Description of the task
Extract each line holding the word "Drive" from the entries.

Data
━━━━━━━━━━━━━━━━━━━━

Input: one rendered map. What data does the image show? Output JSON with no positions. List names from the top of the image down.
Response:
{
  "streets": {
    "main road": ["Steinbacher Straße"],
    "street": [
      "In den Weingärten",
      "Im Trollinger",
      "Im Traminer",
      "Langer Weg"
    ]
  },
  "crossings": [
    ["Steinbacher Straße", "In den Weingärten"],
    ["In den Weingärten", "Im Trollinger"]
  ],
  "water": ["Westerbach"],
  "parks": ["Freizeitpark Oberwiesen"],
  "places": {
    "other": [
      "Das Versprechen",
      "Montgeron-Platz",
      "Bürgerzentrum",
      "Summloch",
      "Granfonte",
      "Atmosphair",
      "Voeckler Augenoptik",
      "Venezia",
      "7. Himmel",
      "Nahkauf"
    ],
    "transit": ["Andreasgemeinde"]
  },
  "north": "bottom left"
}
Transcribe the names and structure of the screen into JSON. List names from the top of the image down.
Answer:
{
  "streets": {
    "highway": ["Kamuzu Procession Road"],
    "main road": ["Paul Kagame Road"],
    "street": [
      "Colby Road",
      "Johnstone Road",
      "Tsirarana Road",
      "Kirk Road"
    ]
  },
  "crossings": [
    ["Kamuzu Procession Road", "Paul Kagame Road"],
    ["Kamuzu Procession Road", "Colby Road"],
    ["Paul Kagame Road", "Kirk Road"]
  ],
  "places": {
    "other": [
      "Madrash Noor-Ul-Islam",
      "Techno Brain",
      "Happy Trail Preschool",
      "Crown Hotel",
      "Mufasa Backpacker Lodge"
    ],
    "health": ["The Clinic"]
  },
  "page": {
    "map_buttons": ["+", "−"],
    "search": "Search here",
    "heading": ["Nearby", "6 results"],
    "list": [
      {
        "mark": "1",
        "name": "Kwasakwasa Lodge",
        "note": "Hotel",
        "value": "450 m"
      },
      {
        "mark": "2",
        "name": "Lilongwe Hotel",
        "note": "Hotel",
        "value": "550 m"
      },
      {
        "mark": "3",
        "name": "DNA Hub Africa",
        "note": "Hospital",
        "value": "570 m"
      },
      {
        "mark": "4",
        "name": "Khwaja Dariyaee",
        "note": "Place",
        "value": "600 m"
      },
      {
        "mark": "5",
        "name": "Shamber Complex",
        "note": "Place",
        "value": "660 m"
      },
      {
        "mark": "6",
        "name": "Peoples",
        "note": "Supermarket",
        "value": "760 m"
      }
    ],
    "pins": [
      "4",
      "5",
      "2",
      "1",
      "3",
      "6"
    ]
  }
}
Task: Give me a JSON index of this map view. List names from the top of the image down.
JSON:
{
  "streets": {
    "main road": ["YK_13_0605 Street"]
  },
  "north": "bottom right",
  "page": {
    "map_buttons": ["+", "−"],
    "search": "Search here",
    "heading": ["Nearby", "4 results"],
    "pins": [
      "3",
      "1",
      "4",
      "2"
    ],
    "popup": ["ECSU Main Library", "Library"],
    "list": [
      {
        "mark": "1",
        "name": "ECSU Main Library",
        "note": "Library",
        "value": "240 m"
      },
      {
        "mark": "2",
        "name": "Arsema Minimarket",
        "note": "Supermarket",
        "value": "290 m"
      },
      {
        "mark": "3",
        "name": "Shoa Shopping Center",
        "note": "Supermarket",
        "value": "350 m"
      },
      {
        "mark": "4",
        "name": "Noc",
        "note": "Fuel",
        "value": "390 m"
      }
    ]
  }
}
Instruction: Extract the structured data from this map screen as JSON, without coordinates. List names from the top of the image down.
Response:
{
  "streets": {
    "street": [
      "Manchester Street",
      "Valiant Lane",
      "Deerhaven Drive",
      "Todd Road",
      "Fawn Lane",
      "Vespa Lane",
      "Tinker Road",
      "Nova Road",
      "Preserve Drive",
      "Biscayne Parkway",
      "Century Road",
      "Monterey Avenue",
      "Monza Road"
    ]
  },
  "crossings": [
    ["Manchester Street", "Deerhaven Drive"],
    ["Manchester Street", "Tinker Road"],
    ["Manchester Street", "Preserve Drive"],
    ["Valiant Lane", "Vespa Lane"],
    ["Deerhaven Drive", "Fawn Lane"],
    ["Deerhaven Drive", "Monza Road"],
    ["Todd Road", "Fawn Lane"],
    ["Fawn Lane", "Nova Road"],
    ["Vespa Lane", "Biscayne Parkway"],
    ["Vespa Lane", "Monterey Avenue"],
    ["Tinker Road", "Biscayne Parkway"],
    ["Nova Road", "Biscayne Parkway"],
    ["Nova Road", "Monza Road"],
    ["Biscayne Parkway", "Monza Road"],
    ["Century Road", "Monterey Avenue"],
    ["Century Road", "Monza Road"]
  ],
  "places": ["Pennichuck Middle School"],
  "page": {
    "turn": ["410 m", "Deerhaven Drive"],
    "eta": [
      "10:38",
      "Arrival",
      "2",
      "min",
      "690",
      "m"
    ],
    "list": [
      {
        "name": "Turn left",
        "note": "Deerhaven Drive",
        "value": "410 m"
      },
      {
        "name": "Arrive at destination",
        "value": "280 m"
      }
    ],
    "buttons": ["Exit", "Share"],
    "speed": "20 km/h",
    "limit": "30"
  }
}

━━━━━━━━━━━━━━━━━━━━

Solution for this exercise
      "Deerhaven Drive",
      "Preserve Drive",
    ["Manchester Street", "Deerhaven Drive"],
    ["Manchester Street", "Preserve Drive"],
    ["Deerhaven Drive", "Fawn Lane"],
    ["Deerhaven Drive", "Monza Road"],
    "turn": ["410 m", "Deerhaven Drive"],
        "note": "Deerhaven Drive",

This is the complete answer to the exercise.